Compute (CPU and Memory)
- Node sizing: Fewer large nodes vs more smaller nodes impacts:
- Failure blast radius (how much workload is lost when one node fails)
- Scheduling flexibility (bin-packing pods with different resource profiles)
- CPU vs memory ratio:
- Some clusters are CPU‑bound (e.g., API processing, microservices)

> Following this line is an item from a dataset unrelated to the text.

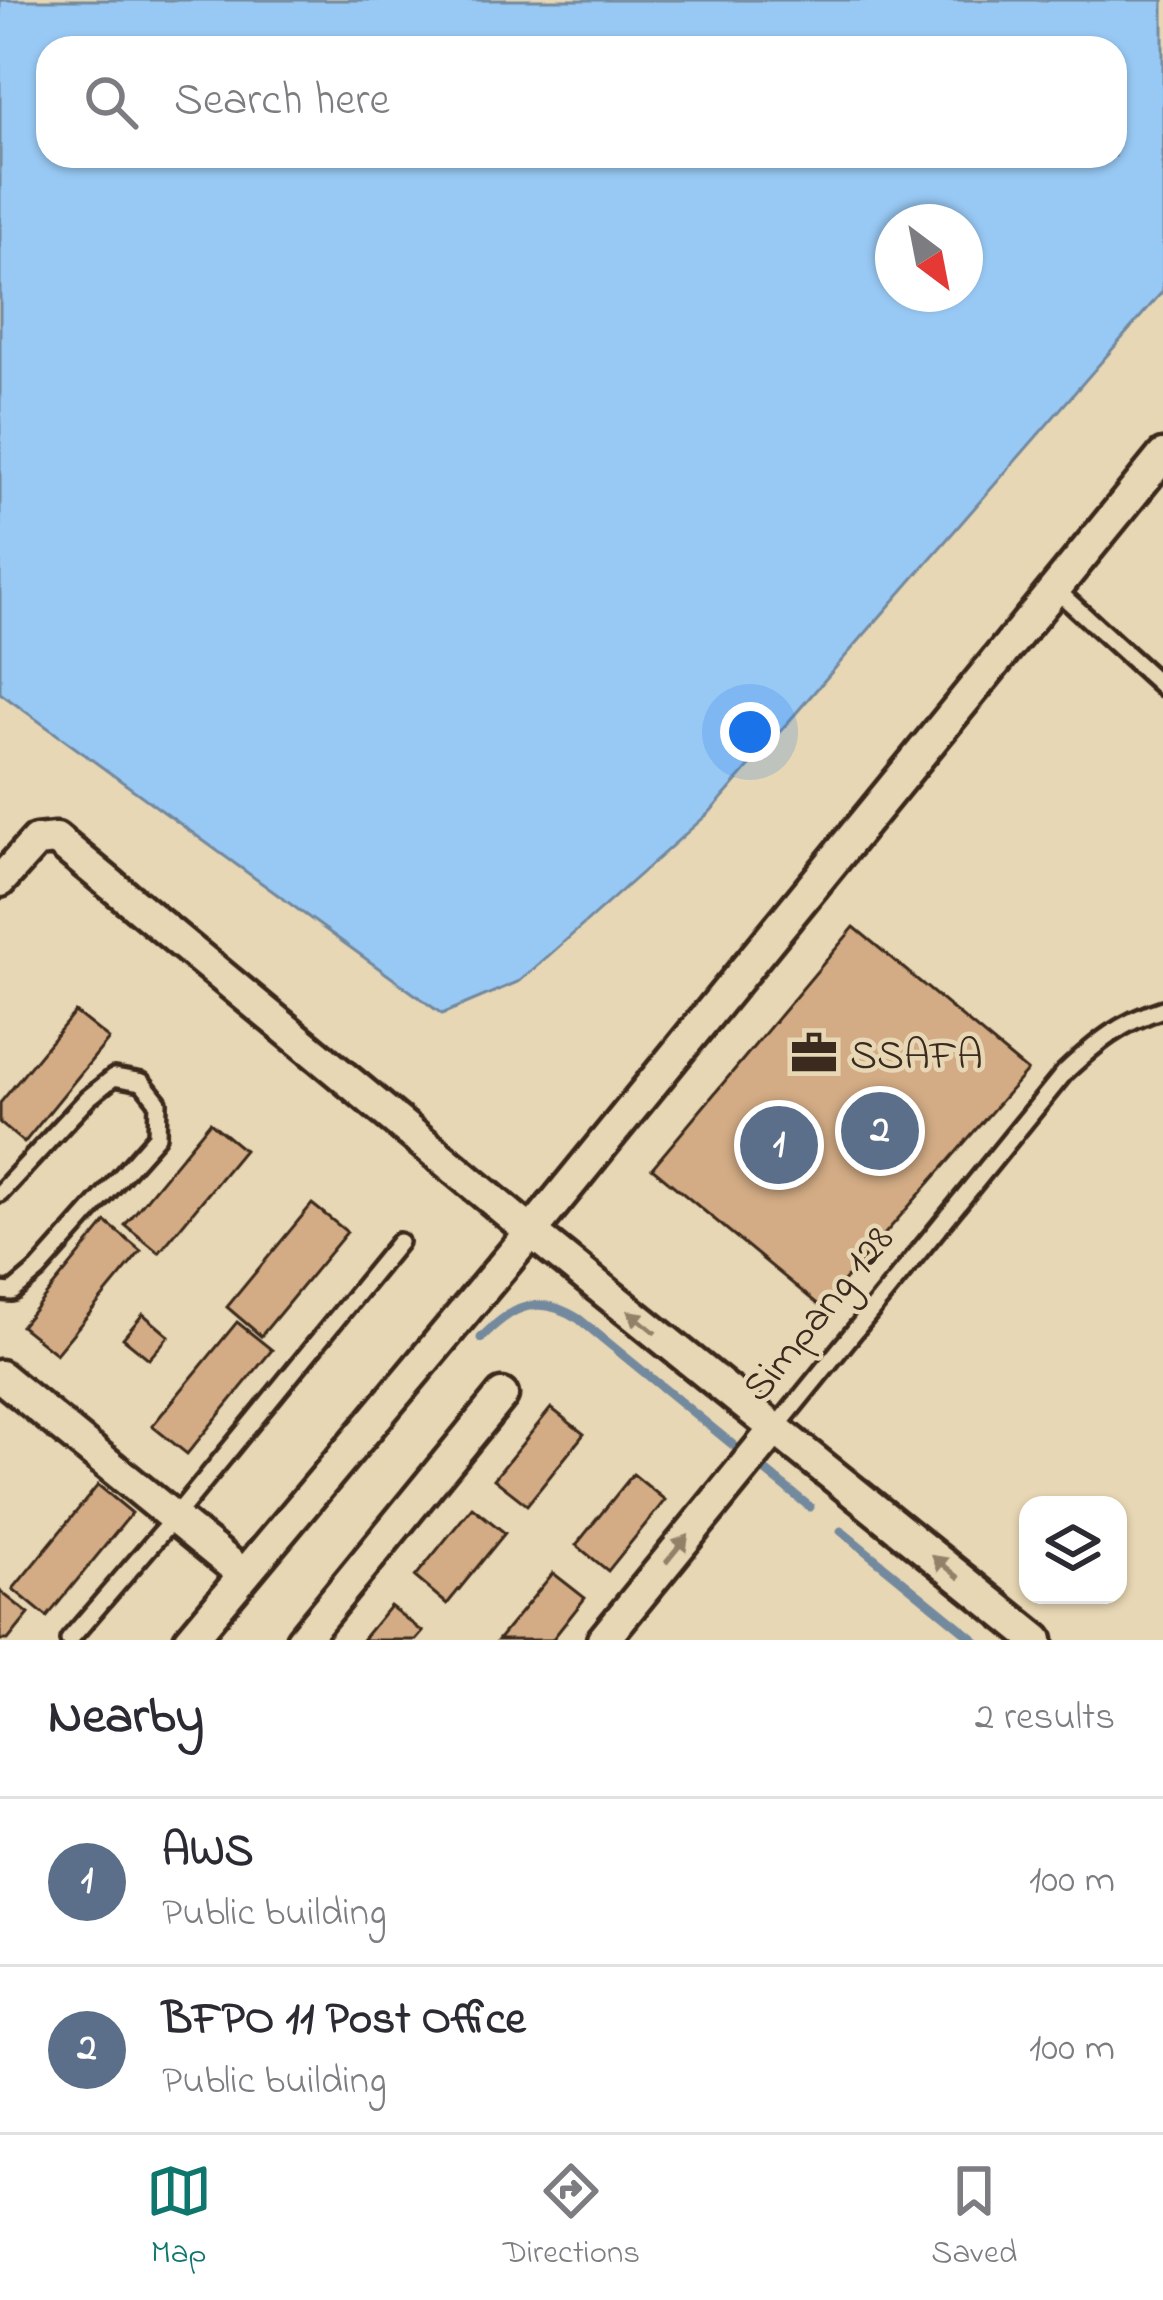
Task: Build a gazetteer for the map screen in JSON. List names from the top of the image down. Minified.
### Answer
{"streets":{"street":["Simpang 128"]},"places":{"office":["SSAFA"]},"north":"bottom right","page":{"search":"Search here","pins":["2","1"],"heading":["Nearby","2 results"],"list":[{"mark":"1","name":"AWS","note":"Public building","value":"100 m"},{"mark":"2","name":"BFPO 11 Post Office","note":"Public building","value":"100 m"}],"nav":["Map","Directions","Saved"]}}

- Others are memory‑bound (e.g., caching, in‑memory analytics)
- Headroom:
- Always reserve some percentage of aggregate CPU/memory for:
- Control plane and system daemons
- Spikes and rescheduling during failures
- Upgrades and rolling node maintenance
- A common operational starting point is to target ~60–70% sustained utilization at peak.
Storage
- Capacity: Sizing total storage across:
- Application data volumes
- Internal registry
- Logging and metrics storage
- Backup and snapshot space
- Performance:
- IOPS and throughput needs for workloads (databases, message queues)
- Latency requirements for stateful services
- Classes of storage:
- Multiple
StorageClasstypes with different performance and cost tiers - Plan which workloads can use lower‑tier vs high‑performance storage
Network and Ingress
- Bandwidth and throughput:
- North–south: client traffic through Routes/Ingress/Load Balancers
- East–west: service‑to‑service traffic within the cluster
- Ingress capacity:
- Number and size of router/ingress pods
- External load balancer limits (connections, throughput)

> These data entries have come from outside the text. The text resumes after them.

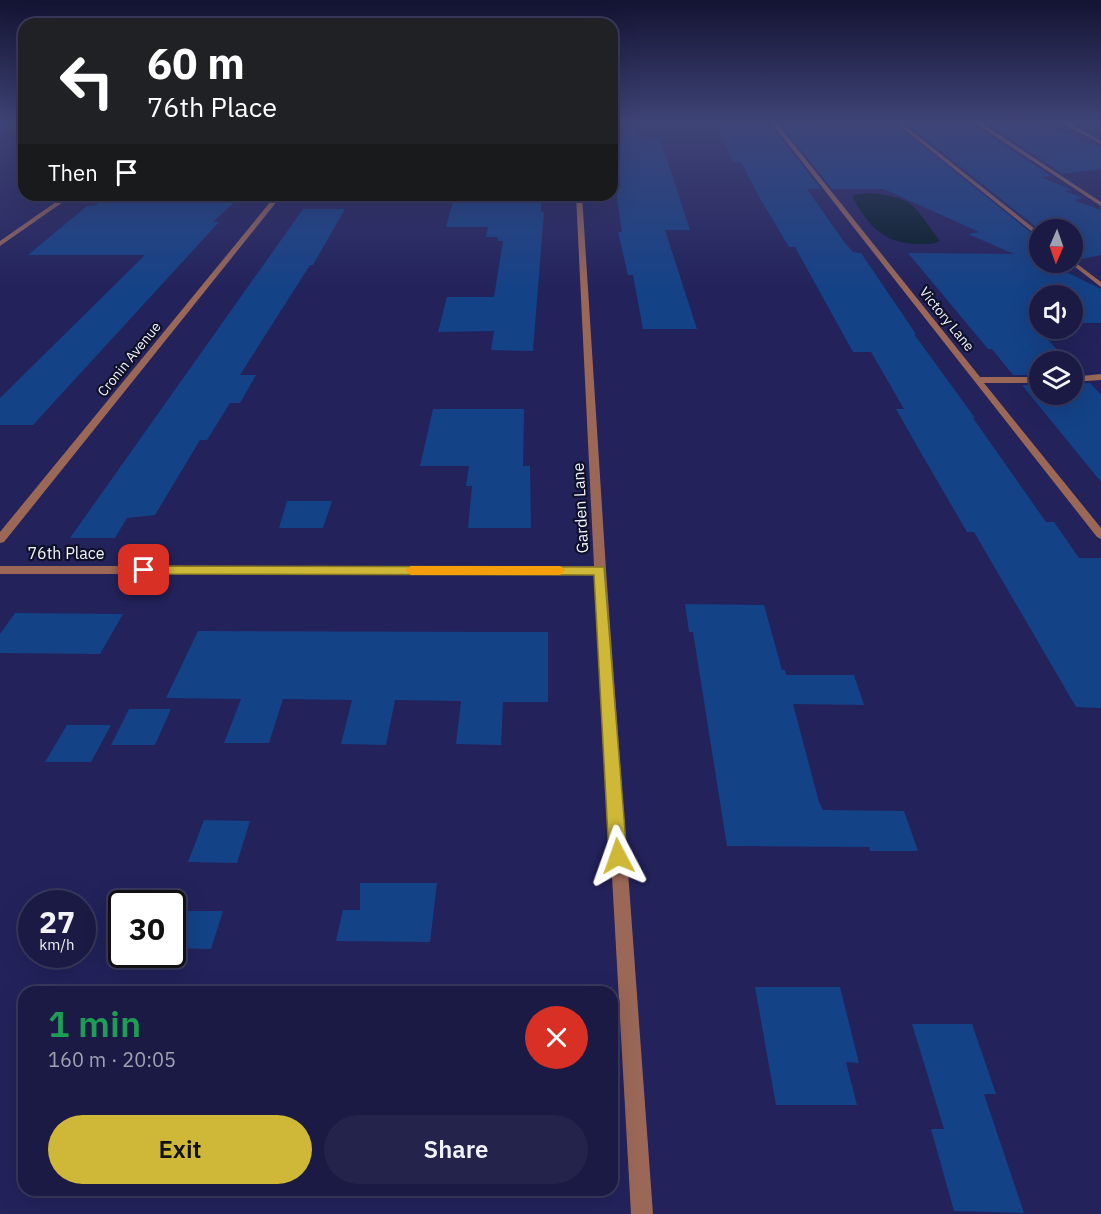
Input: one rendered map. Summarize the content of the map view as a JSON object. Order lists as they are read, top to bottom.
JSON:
{
  "streets": {
    "street": [
      "Victory Lane",
      "Cronin Avenue",
      "Garden Lane",
      "76th Place"
    ]
  },
  "crossings": [
    ["Garden Lane", "76th Place"]
  ],
  "north": "bottom",
  "page": {
    "turn": ["60 m", "76th Place"],
    "then": "Then",
    "speed": "27 km/h",
    "limit": "30",
    "heading": ["1 min", "160 m · 20:05"],
    "buttons": ["Exit", "Share"]
  }
}
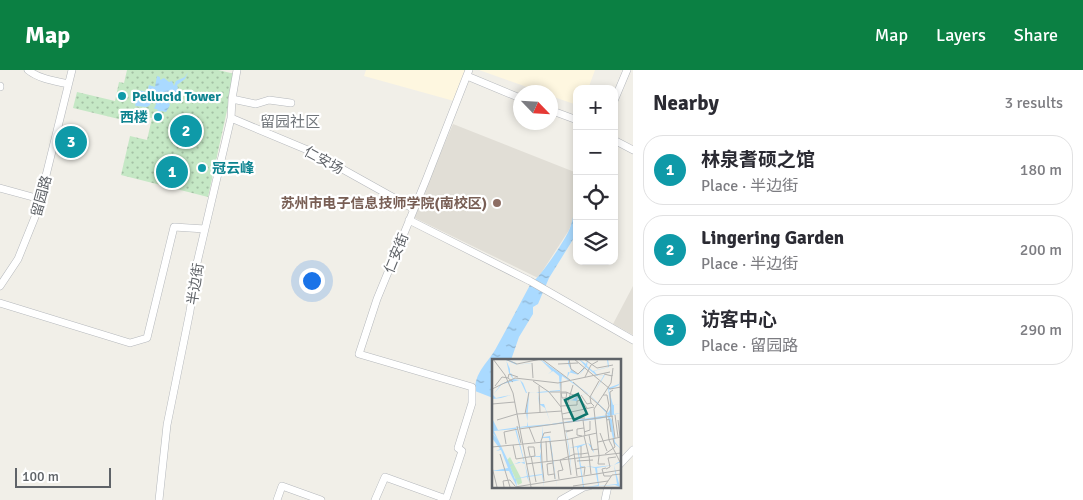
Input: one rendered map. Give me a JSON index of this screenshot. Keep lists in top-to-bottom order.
{
  "streets": {
    "street": [
      "仁安场",
      "留园路",
      "仁安街",
      "半边街"
    ]
  },
  "crossings": [
    ["仁安场", "仁安街"],
    ["仁安场", "半边街"]
  ],
  "districts": ["留园社区"],
  "places": [
    "Pellucid Tower",
    "西楼",
    "冠云峰",
    "苏州市电子信息技师学院(南校区)"
  ],
  "scale_bar": "100 m",
  "north": "bottom right",
  "page": {
    "header": "Map",
    "nav": ["Map", "Layers", "Share"],
    "heading": ["Nearby", "3 results"],
    "map_buttons": ["+", "−"],
    "pins": ["2", "3", "1"],
    "list": [
      {
        "mark": "1",
        "name": "林泉耆硕之馆",
        "note": "Place · 半边街",
        "value": "180 m"
      },
      {
        "mark": "2",
        "name": "Lingering Garden",
        "note": "Place · 半边街",
        "value": "200 m"
      },
      {
        "mark": "3",
        "name": "访客中心",
        "note": "Place · 留园路",
        "value": "290 m"
      }
    ],
    "scale": "100 m"
  }
}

- Multi‑zone routing and failover:
- Ensuring enough ingress capacity in each zone
- Planning for zone failure scenarios
High Availability and Failure Scenarios
Capacity must be sufficient not just for normal operation, but also under failure:
- Node failure: Can the remaining nodes run all critical pods when one or more nodes are lost?
- Zone failure:
- Are replicas and capacities distributed across availability zones?
- Is there enough spare capacity in surviving zones?
- Upgrade and maintenance windows:
- During rolling node upgrades, workloads are temporarily moved.
- Plan capacity so nodes can be drained without overloading others.
Inputs for Capacity Planning
Effective capacity planning combines design assumptions with real utilization data.
Workload Profiles
Gather or estimate:
- Number of applications and replicas
- Resource requests and limits per pod:
- CPU (cores or millicores) and memory
- Patterns of over‑ or under‑requesting
- Traffic patterns:
- Average vs peak RPS (requests per second)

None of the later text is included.